• Data extracted from a collection

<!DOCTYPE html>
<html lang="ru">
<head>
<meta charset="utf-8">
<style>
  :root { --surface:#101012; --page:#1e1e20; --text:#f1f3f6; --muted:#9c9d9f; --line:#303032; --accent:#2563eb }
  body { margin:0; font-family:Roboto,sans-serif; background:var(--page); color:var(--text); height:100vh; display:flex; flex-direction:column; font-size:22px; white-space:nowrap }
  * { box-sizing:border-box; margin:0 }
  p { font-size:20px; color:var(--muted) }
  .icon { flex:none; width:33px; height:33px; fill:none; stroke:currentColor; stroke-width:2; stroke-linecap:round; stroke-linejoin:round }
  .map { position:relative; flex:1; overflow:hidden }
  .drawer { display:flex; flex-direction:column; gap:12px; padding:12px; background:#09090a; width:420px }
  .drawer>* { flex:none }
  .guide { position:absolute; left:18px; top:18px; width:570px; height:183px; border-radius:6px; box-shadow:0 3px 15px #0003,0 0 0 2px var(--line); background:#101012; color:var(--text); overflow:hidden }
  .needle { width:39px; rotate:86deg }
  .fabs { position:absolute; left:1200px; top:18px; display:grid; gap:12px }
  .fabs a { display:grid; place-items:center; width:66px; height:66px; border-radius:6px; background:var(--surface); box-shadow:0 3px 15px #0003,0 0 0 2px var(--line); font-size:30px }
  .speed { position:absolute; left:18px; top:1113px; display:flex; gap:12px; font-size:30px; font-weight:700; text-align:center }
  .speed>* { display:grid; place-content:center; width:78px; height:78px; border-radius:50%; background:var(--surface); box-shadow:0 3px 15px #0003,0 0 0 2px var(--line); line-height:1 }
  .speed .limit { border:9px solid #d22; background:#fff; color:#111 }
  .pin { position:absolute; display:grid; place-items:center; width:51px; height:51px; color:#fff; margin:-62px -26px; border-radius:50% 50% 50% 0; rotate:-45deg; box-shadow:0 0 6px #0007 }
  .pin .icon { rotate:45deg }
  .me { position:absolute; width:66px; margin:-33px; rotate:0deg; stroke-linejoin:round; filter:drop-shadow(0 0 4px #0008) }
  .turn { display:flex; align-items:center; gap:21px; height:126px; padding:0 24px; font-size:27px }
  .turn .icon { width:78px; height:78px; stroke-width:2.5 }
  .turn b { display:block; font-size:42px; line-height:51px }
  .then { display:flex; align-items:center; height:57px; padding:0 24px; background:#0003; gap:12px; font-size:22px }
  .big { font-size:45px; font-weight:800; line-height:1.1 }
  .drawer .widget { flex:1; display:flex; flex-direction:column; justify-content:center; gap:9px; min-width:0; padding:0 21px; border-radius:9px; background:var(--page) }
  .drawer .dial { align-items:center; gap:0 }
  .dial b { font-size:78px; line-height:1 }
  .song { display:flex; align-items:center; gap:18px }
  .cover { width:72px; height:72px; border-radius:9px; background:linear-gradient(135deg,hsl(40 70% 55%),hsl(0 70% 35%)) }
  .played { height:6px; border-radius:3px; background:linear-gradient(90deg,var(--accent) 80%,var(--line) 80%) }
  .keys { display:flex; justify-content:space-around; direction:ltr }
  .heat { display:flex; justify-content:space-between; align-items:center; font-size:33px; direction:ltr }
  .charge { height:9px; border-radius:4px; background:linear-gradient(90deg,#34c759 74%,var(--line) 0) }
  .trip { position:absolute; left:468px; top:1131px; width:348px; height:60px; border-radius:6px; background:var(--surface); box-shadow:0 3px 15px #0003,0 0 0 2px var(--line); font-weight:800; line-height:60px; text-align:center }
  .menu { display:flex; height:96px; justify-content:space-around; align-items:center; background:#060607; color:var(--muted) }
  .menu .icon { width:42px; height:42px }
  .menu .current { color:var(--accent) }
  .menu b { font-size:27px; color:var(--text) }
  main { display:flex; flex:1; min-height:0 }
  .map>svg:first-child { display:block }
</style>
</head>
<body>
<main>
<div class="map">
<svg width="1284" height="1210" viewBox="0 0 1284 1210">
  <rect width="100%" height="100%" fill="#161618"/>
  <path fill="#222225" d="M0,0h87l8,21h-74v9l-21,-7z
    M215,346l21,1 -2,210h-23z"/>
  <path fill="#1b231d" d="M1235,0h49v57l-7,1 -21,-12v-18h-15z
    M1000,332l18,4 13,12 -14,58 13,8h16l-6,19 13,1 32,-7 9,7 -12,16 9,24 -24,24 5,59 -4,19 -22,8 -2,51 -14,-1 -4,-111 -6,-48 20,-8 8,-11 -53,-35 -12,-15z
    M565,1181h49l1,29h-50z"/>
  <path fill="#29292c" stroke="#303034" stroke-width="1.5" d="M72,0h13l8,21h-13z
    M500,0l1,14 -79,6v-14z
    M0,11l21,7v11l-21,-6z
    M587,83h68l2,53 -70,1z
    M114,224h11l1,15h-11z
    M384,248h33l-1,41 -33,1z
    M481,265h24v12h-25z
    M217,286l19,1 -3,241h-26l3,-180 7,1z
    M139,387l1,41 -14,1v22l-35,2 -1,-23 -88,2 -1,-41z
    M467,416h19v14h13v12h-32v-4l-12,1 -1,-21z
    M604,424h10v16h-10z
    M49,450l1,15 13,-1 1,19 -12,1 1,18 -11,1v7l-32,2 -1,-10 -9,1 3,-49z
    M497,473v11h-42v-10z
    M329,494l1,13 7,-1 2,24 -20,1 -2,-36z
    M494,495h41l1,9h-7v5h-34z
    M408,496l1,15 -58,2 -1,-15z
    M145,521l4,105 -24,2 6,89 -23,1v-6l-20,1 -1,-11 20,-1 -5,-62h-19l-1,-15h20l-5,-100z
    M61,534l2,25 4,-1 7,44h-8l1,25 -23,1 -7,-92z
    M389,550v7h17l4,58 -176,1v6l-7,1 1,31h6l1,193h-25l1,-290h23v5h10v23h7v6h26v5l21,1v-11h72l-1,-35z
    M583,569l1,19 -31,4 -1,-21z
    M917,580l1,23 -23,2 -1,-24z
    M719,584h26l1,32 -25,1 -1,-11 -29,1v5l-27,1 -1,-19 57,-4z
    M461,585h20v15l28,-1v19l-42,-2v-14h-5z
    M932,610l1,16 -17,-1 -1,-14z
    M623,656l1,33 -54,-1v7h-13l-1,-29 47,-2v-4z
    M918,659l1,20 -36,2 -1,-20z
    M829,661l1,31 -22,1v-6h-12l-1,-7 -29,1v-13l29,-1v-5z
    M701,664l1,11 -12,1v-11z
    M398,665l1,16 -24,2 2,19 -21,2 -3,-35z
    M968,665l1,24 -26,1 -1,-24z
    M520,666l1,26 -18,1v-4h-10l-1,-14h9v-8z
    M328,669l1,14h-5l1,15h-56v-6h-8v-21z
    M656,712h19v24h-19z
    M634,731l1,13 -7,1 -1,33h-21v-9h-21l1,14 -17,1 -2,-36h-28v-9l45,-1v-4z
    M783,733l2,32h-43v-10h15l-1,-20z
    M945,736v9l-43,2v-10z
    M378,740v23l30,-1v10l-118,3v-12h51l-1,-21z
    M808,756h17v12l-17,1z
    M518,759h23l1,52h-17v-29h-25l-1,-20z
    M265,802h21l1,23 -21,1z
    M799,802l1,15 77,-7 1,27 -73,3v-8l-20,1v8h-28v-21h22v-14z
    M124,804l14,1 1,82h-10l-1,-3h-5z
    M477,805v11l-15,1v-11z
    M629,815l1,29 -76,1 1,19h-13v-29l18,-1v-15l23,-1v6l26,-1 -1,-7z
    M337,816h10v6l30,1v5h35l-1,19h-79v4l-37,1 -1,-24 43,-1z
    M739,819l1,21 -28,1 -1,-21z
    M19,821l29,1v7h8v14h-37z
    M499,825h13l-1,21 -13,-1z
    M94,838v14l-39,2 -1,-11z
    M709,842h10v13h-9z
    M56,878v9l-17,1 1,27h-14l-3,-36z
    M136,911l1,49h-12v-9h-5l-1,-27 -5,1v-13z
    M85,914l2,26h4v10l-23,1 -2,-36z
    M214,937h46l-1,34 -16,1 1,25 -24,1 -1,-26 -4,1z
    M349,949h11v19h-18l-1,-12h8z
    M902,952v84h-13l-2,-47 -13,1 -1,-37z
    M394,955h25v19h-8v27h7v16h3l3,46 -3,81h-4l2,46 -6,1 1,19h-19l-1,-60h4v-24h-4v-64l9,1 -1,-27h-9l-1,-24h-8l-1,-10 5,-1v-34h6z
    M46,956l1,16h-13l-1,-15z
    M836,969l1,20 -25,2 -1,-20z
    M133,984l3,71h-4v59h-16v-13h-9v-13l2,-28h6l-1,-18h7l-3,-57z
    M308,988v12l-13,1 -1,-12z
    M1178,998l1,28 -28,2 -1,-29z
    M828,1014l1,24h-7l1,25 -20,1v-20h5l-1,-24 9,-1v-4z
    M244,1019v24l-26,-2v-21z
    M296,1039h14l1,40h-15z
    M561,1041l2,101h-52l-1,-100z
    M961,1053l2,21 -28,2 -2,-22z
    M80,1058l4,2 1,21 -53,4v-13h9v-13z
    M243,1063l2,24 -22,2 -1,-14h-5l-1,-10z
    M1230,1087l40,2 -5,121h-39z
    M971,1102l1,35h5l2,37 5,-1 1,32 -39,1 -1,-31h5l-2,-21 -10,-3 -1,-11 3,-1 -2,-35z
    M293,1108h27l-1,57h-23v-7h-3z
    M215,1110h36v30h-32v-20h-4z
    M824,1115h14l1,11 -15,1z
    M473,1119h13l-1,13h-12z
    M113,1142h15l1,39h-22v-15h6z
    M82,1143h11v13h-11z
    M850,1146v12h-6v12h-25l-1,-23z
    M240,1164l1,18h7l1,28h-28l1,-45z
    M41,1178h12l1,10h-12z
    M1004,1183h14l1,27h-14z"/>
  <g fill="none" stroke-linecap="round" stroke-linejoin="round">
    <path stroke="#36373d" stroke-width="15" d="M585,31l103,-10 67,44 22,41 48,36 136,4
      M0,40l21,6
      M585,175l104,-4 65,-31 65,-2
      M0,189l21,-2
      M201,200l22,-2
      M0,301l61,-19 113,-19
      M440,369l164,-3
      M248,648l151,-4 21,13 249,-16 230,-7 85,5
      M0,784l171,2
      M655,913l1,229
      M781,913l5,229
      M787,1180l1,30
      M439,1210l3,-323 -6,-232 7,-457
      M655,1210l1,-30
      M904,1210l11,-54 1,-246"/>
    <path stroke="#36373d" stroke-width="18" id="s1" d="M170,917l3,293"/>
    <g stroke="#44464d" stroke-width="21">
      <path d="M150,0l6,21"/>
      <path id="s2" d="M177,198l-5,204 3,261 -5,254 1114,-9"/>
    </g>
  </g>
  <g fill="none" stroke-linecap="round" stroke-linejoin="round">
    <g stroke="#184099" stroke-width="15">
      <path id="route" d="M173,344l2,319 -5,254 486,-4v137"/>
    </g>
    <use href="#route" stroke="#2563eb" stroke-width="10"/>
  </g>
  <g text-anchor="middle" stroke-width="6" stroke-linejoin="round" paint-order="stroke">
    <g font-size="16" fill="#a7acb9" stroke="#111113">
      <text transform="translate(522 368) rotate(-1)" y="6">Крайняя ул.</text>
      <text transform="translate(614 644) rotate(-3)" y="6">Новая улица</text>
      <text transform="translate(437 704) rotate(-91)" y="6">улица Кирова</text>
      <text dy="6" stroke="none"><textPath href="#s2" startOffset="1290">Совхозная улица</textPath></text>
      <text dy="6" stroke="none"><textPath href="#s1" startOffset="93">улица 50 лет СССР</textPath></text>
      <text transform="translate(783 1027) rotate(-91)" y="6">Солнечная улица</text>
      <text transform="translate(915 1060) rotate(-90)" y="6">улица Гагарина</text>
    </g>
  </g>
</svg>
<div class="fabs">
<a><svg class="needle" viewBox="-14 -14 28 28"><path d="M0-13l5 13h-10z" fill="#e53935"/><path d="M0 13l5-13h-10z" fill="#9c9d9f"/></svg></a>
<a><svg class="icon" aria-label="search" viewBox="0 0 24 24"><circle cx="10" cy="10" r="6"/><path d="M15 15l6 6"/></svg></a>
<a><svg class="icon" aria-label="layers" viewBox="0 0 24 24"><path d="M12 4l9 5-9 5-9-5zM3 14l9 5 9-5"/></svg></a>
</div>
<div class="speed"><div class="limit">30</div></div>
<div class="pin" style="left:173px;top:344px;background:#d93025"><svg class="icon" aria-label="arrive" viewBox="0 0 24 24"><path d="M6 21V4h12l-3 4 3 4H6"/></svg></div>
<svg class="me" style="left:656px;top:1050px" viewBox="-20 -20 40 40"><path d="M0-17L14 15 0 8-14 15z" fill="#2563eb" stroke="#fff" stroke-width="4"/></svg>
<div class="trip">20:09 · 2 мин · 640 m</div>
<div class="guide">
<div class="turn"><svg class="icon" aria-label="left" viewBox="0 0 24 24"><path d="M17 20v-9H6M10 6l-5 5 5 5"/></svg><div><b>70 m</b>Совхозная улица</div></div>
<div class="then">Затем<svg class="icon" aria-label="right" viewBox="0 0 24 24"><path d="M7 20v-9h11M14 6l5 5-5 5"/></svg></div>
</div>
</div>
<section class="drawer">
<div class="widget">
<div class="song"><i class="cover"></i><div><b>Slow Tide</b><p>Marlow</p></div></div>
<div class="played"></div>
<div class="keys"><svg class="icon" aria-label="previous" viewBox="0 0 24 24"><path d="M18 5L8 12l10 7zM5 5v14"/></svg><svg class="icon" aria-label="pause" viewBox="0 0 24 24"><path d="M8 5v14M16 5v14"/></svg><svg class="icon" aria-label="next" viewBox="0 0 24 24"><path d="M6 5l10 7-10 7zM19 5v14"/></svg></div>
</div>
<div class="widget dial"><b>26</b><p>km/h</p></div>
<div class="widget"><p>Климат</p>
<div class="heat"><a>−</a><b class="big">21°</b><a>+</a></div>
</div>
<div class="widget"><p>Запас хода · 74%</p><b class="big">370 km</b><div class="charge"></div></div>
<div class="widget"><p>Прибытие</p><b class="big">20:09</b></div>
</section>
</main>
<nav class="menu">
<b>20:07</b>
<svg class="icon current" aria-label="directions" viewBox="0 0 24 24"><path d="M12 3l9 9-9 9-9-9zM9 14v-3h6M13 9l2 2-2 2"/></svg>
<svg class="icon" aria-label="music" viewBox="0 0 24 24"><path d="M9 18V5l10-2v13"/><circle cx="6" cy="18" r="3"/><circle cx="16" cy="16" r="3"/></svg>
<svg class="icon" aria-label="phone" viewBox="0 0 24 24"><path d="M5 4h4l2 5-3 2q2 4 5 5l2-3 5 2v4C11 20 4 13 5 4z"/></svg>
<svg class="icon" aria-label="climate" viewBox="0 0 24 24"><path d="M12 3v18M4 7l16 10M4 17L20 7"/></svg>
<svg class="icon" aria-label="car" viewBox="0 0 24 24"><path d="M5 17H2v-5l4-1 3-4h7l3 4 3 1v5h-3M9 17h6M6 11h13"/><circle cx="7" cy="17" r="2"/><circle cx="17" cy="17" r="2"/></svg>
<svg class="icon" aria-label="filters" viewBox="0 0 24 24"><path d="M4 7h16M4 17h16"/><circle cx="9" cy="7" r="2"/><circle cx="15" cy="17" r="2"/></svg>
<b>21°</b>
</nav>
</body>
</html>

• What the task requires
Copy only the entries from the first line to the line with "position:absolute; left:18px; top:1113px;", each exactly as it appears.

• Answer for this exercise
<!DOCTYPE html>
<html lang="ru">
<head>
<meta charset="utf-8">
<style>
  :root { --surface:#101012; --page:#1e1e20; --text:#f1f3f6; --muted:#9c9d9f; --line:#303032; --accent:#2563eb }
  body { margin:0; font-family:Roboto,sans-serif; background:var(--page); color:var(--text); height:100vh; display:flex; flex-direction:column; font-size:22px; white-space:nowrap }
  * { box-sizing:border-box; margin:0 }
  p { font-size:20px; color:var(--muted) }
  .icon { flex:none; width:33px; height:33px; fill:none; stroke:currentColor; stroke-width:2; stroke-linecap:round; stroke-linejoin:round }
  .map { position:relative; flex:1; overflow:hidden }
  .drawer { display:flex; flex-direction:column; gap:12px; padding:12px; background:#09090a; width:420px }
  .drawer>* { flex:none }
  .guide { position:absolute; left:18px; top:18px; width:570px; height:183px; border-radius:6px; box-shadow:0 3px 15px #0003,0 0 0 2px var(--line); background:#101012; color:var(--text); overflow:hidden }
  .needle { width:39px; rotate:86deg }
  .fabs { position:absolute; left:1200px; top:18px; display:grid; gap:12px }
  .fabs a { display:grid; place-items:center; width:66px; height:66px; border-radius:6px; background:var(--surface); box-shadow:0 3px 15px #0003,0 0 0 2px var(--line); font-size:30px }
  .speed { position:absolute; left:18px; top:1113px; display:flex; gap:12px; font-size:30px; font-weight:700; text-align:center }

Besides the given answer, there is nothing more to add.